Separately, the Fed said U.S. industrial output rose 0.8 percent in November after a holding steady in October as the manufacturing sector extended a recent recovery that economists hope will help turn the country's ailing labor market around.
Recent signs of economic vigor have led many economists to bump up forecasts for fourth-quarter economic growth. Goldman Sachs joined the growing ranks on Tuesday, saying growth would likely come in at a 4 percent annual rate, not the 3 percent pace it had been expecting.
A third report, however, showed a barometer of manufacturing in New York State unexpectedly plummeted in December, indicating the factory sector may have lost a step, while prices paid by manufacturers rose.
I think today's data is pretty consistent with the story we've been telling: This is a gradual, uneven recovery, not the short bounce back we've seen after most postwar recessions, said Zach Pandl, economist at Nomura Securities in New York.
The Fed cut benchmark interest rates close to zero a year ago to combat a deepening recession and has vowed to hold them exceptionally low for an extended period. The Fed will issue a statement on Wednesday and markets will eye it closely for any sign policy-makers are backing away from that pledge.
It could give ammo to the inflation hawks and prompt (Fed Chairman Ben) Bernanke to pull the trigger on rates, said Dan Cook, senior market analyst at IG Markets in Chicago.
Compared with the same period last year, producer prices were up 2.4 percent in November, posting their first gain in a year and the largest rise since October 2008.
The New York Federal Reserve Bank said its Empire State general business conditions index fell to 2.55 in December from 23.51 in November. This was the biggest monthly decline on record and the lowest reading since July 2009 when it was at minus 0.55.

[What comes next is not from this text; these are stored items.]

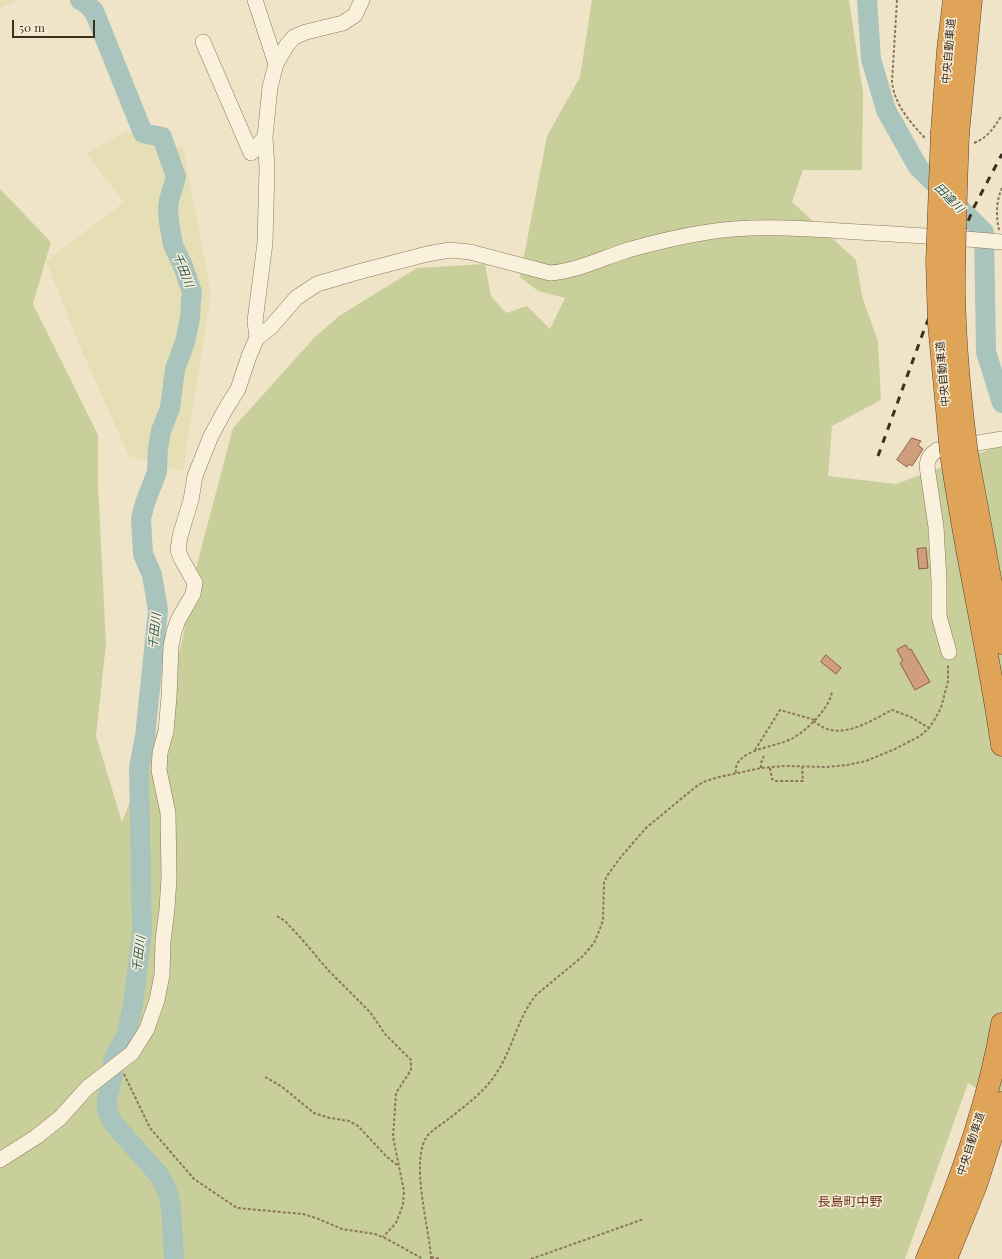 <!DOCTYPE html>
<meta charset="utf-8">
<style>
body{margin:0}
#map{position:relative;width:1002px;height:1259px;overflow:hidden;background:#f0e4c8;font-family:"Playfair Display",serif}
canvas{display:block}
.scale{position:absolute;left:12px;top:20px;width:83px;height:18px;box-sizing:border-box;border:2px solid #3d2e20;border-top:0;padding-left:5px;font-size:12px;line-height:14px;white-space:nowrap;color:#3d2e20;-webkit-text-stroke:3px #f7eed8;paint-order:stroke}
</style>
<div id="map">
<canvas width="1002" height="1259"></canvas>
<div class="scale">50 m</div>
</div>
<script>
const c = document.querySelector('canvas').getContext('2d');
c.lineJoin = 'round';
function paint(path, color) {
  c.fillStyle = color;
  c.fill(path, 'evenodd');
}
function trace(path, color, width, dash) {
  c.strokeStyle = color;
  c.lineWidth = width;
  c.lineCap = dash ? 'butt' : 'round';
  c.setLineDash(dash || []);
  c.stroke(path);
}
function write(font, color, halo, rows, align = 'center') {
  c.font = font + ' "Playfair Display","Noto Sans JP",serif';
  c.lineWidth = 3;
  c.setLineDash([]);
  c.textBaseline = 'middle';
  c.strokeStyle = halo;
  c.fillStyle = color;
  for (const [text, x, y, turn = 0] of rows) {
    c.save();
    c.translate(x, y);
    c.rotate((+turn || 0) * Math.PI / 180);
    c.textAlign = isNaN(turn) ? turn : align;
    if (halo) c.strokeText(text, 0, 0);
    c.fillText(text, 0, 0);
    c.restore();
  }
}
paint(new Path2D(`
 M 0,0 L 19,0 L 0,8 Z
 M 126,132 L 183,147 L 211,293 L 183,471 L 129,456 L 81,349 L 46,261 L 124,202 L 86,153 Z`), '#e6deb5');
paint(new Path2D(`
 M 592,0 L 849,0 L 863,93 L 862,170 L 803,170 L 792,202 L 856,260 L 862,296 L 878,342 L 881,400 L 832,426 L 828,476 L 896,484 L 1002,445 L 1002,1106 L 968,1083 L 905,1259 L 0,1259 L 0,189 L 51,242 L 33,304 L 98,435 L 98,485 L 106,644 L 96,736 L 122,822 L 160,723 L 183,637 L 191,587 L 233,428 L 314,338 L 339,316 L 417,268 L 485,264 L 491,296 L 506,313 L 527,306 L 550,329 L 565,298 L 538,291 L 520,277 L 547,136 L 580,77 Z`), '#c9cf9b');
trace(new Path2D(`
 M 80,0 L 83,1 L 94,11 L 143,133 L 162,137 L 176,177 L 169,200 L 168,210 L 169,222 L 173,245 L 183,266 L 192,292 L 191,300 L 190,318 L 185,342 L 175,369 L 170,408 L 161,431 L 158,448 L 157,472 L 145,503 L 141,519 L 143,554 L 152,575 L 158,610 L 145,737 L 139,767 L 142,933 L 133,1004 L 126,1037 L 116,1054 L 113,1063 L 113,1074 L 107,1101 L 107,1110 L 113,1123 L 159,1175 L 167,1190 L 171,1206 L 174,1259
 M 867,0 L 871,59 L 886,110 L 918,167 L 984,232 L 986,352 L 1002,403`), '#a9c4bc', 20);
const building = new Path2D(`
 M 912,438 L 921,441 L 918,445 L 923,449 L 912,466 L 909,464 L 907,467 L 897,460 Z
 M 926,548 L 928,568 L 919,569 L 917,549 Z
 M 906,645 L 909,650 L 911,649 L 915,656 L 930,682 L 915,690 L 900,663 L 903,661 L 897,650 Z
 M 826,655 L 841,668 L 836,674 L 821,662 Z`);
paint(building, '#cf9f7d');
trace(building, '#8d5f41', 1);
const minor = new Path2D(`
 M 255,0 L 276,64
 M 203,42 L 251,153 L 265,137
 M 257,338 L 255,321 L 265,243 L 267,168 L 265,137 L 270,87 L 276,64 L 287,45 L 294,37 L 306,32 L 343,23 L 355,15 L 362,0
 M 949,652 L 939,616 L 939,581 L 936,527 L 927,466 C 928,458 930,455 937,450 L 1002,439
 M 0,1160 L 36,1137 L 60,1118 L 87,1088 L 132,1053 L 147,1029 L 157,1000 L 162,975 L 163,941 L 167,909 L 169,878 L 168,813 L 159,770 L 160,753 L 166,731 L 169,697 L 171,646 L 174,632 L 178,620 L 193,594 L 195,583 L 181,558 L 178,550 L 180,536 L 191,500 L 195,476 L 211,436 L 225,410 L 238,389 L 249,356 L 257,338 L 271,327 L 296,298 L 317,284 L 358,272 L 427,254 L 450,250 L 470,252 L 550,273 C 577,271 603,258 628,250 C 653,243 677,237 702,233 C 749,225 795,228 842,231 C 895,234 949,237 1002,242`);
const highway = new Path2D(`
 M 942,131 L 948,50 L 954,0
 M 958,134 L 971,0
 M 951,453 C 965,551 988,647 1002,745
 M 967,454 L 1002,643
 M 927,1259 C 960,1184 988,1106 1002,1024
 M 946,1259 L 976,1185 L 1002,1103`);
trace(minor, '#8d765c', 16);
trace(highway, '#5b4430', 23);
trace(new Path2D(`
 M 897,0 L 892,82 C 895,105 909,121 925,138
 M 974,143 C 989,137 994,127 1002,115
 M 999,230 C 996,216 996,201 1002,188
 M 813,721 C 818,724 823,728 827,729 C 849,736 874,719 892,710 L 911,717 L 929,728
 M 755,750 L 780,710 L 815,720
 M 761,768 L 761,763 L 764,756
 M 770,768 L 772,779 L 775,781 L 803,781 L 802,767
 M 736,773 C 732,749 779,747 793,738 C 807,730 829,709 832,692
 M 277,916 L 285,921 L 300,937 L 328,970 L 370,1012 L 385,1034 L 411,1060 L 411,1070 L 396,1093 L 393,1137 L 404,1191 L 403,1205 L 396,1223 L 383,1237
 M 124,1074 L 150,1128 L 194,1179 L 237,1208 L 303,1214 L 316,1218 L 342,1229 L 375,1234 L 387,1239 L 423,1259
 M 265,1077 L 281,1086 L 314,1113 L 330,1118 L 349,1121 L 358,1126 L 386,1156 L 397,1165
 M 431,1257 L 440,1259
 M 431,1259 C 430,1230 408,1156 429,1134 C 434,1129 440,1125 446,1121 C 462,1108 481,1095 493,1078 C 512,1053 516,1020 536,995 L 583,956 L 594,943 L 600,929 L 603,920 L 604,883 L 607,876 L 620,858 L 646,828 L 693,789 L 703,782 L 719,777 L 761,768 L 785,766 L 827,767 L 847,765 L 866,761 L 895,749 L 920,736 L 929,728 L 935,719 L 941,708 L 948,681 L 948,664
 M 531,1259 L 644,1219`), '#8d765c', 2, [3, 2]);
trace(minor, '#faf1dc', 15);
trace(highway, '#e0a458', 22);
trace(new Path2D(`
 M 878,456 L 924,330 L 973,209 L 1002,154`), '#3d2e20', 3, [7, 7]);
const highwayBridge = new Path2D(`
 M 942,131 L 937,262 L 939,324 L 951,453
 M 958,134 C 956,187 954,240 954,292 C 955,346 960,400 967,454`);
trace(highwayBridge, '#5b4430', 23, []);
trace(highwayBridge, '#e0a458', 22);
write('11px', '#3d2e20', '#f7eed8', [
 ["中央自動車道",949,51,-85],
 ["中央自動車道",943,374,-95],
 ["中央自動車道",971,1144,-72]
]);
write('italic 12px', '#2f5d5a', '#f7eed8', [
 ["田違川",949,198,45],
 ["千田川",183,270,68],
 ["千田川",155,631,-84],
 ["千田川",139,954,-83]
]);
write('13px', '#6b2e1e', '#f7eed8', [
 ["長島町中野",850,1202]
]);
</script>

Economists polled by Reuters had expected a December figure of 24.00. Despite December's sharp fall, the index is still well above a record low reached in March.
The report on producer prices showed the cost of gasoline rose 14.2 percent last month, eclipsing a sharp moderation in food price increases.
Crude oil prices hit $82 a barrel in late October but have since retreated sharply, suggesting energy prices at the producer level will likely retreat. On Tuesday, crude oil was trading around $70 a barrel.
Still, the 0.5 percent rise in prices excluding food and energy, which followed a 0.6 percent fall in October, surprised markets. The core index had been forecast to rise just 0.2 percent in November.
Excluding cars and light trucks, the core index was up 0.2 percent in November. Light motor truck prices, which had depressed core producer prices in October, rose 4.2 percent last month, the largest gain since November 2006.